MATERIAL TO PROCESS
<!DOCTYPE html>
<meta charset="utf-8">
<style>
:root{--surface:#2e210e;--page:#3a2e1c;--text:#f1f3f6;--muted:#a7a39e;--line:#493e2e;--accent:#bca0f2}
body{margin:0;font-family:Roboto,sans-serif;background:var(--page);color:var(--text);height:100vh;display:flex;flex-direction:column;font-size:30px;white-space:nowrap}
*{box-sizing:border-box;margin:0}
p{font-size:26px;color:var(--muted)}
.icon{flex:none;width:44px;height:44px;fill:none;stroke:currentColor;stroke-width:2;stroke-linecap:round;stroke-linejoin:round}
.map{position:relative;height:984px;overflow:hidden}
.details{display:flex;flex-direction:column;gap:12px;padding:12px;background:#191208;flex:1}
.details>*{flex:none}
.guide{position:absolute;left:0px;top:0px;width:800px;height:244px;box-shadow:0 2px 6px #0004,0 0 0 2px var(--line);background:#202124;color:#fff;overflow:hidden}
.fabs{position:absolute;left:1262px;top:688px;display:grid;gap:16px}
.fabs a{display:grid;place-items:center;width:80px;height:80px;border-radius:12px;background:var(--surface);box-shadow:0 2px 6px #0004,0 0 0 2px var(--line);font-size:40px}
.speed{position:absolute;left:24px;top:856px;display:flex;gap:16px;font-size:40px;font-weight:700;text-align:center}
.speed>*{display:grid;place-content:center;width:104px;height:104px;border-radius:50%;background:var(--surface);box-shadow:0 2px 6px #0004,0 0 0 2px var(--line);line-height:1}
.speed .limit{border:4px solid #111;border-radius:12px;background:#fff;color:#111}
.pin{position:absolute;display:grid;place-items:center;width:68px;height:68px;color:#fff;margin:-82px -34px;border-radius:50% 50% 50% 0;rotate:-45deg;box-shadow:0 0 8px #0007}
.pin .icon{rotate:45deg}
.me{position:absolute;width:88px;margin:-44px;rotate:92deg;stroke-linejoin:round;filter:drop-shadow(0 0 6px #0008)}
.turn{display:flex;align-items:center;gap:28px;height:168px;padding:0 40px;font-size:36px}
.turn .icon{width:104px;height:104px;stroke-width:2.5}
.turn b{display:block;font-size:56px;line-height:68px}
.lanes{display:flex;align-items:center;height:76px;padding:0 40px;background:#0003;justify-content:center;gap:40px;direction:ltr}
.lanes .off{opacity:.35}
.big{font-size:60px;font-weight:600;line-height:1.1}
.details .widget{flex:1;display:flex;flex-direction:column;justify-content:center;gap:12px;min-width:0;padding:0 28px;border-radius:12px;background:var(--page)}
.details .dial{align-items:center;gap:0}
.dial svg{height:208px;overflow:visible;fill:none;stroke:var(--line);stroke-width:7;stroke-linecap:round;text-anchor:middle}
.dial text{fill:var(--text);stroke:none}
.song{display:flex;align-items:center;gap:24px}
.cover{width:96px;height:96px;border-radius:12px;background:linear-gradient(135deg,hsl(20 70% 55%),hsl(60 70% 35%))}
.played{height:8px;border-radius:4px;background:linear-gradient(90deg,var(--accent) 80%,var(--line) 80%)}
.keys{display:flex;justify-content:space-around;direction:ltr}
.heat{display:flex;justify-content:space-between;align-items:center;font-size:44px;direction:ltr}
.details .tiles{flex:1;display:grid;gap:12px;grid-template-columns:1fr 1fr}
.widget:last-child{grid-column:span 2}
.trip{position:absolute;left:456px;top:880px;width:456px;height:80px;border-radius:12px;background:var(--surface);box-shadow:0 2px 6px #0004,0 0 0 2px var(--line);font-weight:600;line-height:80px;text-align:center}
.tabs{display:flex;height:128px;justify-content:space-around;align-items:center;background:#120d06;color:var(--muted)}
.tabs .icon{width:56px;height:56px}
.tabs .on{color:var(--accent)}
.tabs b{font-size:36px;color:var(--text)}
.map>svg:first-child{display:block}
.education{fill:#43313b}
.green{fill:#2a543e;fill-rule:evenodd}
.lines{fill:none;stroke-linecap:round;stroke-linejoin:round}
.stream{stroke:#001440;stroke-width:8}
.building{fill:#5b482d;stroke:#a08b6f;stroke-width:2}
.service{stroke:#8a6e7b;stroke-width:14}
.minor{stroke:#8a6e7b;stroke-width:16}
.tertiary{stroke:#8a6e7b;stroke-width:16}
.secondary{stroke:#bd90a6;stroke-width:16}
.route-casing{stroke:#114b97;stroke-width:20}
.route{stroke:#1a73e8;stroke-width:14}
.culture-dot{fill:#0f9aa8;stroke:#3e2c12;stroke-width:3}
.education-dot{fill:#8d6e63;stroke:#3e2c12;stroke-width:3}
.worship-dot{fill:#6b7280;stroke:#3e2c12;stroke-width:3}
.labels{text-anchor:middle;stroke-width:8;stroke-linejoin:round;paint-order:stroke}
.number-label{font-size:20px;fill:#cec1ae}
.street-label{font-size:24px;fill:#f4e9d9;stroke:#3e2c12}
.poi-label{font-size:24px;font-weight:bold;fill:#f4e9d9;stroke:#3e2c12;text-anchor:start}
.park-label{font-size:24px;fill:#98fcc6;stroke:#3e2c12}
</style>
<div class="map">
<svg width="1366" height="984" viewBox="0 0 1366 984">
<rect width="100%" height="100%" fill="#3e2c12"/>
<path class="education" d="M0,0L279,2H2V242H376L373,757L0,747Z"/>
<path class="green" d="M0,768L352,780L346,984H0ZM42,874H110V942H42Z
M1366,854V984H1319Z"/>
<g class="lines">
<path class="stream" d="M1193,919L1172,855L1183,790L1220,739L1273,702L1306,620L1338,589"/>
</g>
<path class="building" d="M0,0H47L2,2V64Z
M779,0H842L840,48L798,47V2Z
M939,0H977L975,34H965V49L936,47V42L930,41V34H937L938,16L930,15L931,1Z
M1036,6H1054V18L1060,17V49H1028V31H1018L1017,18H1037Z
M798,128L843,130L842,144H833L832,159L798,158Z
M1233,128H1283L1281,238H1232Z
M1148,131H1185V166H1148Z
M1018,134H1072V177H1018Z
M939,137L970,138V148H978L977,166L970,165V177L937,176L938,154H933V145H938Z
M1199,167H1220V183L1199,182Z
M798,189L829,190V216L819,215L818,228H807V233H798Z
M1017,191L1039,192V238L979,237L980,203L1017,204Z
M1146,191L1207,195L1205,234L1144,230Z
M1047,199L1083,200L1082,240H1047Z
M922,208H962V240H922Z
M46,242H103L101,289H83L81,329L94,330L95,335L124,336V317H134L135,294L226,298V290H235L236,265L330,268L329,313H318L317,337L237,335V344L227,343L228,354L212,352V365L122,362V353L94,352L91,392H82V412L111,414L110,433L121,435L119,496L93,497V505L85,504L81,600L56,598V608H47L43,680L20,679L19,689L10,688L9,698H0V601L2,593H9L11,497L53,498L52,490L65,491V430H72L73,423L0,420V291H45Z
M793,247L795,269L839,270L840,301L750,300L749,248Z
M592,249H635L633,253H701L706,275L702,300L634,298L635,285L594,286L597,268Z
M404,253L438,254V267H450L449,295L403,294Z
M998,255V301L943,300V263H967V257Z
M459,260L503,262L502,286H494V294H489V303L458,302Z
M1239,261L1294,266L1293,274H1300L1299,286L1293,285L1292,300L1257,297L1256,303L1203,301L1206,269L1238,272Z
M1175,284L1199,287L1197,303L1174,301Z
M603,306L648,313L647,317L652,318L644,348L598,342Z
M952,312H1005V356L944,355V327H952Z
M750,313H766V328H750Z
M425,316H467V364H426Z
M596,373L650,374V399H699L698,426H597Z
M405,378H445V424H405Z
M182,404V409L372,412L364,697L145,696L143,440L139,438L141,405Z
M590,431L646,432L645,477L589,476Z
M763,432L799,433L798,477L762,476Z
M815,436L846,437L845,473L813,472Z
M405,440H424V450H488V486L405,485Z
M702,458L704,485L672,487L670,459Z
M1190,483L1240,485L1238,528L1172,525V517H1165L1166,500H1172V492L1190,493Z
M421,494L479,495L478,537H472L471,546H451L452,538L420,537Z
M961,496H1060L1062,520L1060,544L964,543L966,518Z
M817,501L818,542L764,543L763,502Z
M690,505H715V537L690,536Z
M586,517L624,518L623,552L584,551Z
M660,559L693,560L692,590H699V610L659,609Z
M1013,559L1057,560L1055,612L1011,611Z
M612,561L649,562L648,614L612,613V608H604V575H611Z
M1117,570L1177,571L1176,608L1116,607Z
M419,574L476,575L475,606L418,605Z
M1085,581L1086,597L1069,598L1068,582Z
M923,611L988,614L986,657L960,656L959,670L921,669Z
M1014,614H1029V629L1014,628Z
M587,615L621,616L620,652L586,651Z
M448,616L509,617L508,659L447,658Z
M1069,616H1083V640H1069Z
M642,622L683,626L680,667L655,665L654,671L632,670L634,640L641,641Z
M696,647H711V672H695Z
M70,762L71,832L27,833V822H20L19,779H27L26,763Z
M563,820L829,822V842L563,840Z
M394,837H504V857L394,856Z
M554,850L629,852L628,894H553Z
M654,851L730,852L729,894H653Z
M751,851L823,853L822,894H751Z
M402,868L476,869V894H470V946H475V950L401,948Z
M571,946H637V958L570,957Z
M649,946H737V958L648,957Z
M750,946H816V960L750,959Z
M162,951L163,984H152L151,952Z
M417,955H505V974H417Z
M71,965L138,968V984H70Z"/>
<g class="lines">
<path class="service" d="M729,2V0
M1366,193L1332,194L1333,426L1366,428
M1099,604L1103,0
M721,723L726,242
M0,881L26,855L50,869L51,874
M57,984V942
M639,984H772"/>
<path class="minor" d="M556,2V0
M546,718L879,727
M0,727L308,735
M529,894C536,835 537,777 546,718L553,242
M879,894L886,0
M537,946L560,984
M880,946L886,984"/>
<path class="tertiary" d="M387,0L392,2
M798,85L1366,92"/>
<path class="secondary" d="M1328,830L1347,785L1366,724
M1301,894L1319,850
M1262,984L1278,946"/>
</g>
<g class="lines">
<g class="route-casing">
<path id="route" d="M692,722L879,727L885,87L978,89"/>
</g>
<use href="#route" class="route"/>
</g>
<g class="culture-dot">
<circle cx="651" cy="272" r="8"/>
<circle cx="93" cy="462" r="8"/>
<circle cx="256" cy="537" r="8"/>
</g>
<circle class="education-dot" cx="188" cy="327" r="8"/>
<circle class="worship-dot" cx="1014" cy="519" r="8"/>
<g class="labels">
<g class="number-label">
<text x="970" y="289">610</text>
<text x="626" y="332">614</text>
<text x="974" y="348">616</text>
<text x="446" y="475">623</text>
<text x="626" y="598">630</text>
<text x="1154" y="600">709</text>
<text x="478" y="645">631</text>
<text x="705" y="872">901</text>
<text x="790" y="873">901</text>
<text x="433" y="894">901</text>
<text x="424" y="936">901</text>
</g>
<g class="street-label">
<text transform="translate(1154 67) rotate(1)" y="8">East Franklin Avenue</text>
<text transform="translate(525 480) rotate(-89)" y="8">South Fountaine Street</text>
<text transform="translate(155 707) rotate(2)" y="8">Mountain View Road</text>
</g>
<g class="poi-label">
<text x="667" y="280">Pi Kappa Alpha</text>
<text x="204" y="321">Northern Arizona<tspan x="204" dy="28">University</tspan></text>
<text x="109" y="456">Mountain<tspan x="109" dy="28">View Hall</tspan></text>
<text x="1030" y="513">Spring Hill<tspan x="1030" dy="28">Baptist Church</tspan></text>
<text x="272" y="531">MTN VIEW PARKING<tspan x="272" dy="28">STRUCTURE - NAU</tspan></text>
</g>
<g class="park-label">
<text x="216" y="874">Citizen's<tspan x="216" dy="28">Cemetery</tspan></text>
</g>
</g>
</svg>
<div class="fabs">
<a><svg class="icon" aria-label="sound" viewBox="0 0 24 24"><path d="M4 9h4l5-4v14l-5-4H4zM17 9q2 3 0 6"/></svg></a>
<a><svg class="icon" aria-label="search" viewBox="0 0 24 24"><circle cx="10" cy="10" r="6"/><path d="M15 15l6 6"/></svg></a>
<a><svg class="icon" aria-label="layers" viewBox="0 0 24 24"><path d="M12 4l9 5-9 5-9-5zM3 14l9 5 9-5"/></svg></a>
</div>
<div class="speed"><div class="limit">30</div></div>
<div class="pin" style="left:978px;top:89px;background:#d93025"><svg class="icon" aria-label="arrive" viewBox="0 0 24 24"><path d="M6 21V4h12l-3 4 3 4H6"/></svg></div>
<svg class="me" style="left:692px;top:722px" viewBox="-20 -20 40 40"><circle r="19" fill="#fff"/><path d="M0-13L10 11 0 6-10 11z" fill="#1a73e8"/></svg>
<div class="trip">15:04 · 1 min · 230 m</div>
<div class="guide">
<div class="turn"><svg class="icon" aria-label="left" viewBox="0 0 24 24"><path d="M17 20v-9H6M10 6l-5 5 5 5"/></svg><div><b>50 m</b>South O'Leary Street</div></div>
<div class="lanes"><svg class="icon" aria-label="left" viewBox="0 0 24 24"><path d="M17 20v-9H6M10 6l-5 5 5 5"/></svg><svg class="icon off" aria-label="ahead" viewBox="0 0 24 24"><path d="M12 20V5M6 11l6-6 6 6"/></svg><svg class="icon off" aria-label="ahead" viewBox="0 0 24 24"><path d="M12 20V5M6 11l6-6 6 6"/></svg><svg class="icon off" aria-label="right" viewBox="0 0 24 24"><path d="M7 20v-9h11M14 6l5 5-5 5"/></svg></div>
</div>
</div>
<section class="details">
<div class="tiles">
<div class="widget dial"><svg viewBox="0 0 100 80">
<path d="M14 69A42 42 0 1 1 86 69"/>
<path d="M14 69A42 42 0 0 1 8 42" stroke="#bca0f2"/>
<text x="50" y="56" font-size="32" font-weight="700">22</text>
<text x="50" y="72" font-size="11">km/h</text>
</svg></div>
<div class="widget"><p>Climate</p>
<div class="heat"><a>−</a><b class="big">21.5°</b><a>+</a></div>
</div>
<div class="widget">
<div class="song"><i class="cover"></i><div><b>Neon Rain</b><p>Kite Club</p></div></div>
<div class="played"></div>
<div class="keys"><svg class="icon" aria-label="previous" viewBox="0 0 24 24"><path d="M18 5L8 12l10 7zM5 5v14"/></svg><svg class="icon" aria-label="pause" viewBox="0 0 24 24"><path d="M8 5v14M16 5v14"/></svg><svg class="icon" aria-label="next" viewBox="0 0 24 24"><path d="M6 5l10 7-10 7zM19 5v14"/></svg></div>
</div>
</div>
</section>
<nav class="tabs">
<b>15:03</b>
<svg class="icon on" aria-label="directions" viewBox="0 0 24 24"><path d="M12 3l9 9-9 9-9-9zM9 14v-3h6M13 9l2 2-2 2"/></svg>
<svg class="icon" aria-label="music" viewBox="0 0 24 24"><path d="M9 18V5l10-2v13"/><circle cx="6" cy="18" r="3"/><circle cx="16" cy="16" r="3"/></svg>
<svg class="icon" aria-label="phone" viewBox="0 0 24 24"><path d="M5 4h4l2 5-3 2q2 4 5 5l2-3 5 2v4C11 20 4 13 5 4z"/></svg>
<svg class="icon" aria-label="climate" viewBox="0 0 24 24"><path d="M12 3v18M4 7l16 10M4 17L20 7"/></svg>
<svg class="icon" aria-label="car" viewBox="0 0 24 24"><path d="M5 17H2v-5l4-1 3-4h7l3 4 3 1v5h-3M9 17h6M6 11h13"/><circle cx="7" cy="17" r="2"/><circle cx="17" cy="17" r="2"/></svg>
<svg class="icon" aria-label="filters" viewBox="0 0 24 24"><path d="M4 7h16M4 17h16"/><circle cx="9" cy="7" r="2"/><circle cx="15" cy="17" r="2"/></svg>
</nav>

WHAT THE EXERCISE ASKS
Whenever a line in the listing above includes the word "cover", return that line.

ANSWER TO THE PROBLEM
.cover{width:96px;height:96px;border-radius:12px;background:linear-gradient(135deg,hsl(20 70% 55%),hsl(60 70% 35%))}
<div class="song"><i class="cover"></i><div><b>Neon Rain</b><p>Kite Club</p></div></div>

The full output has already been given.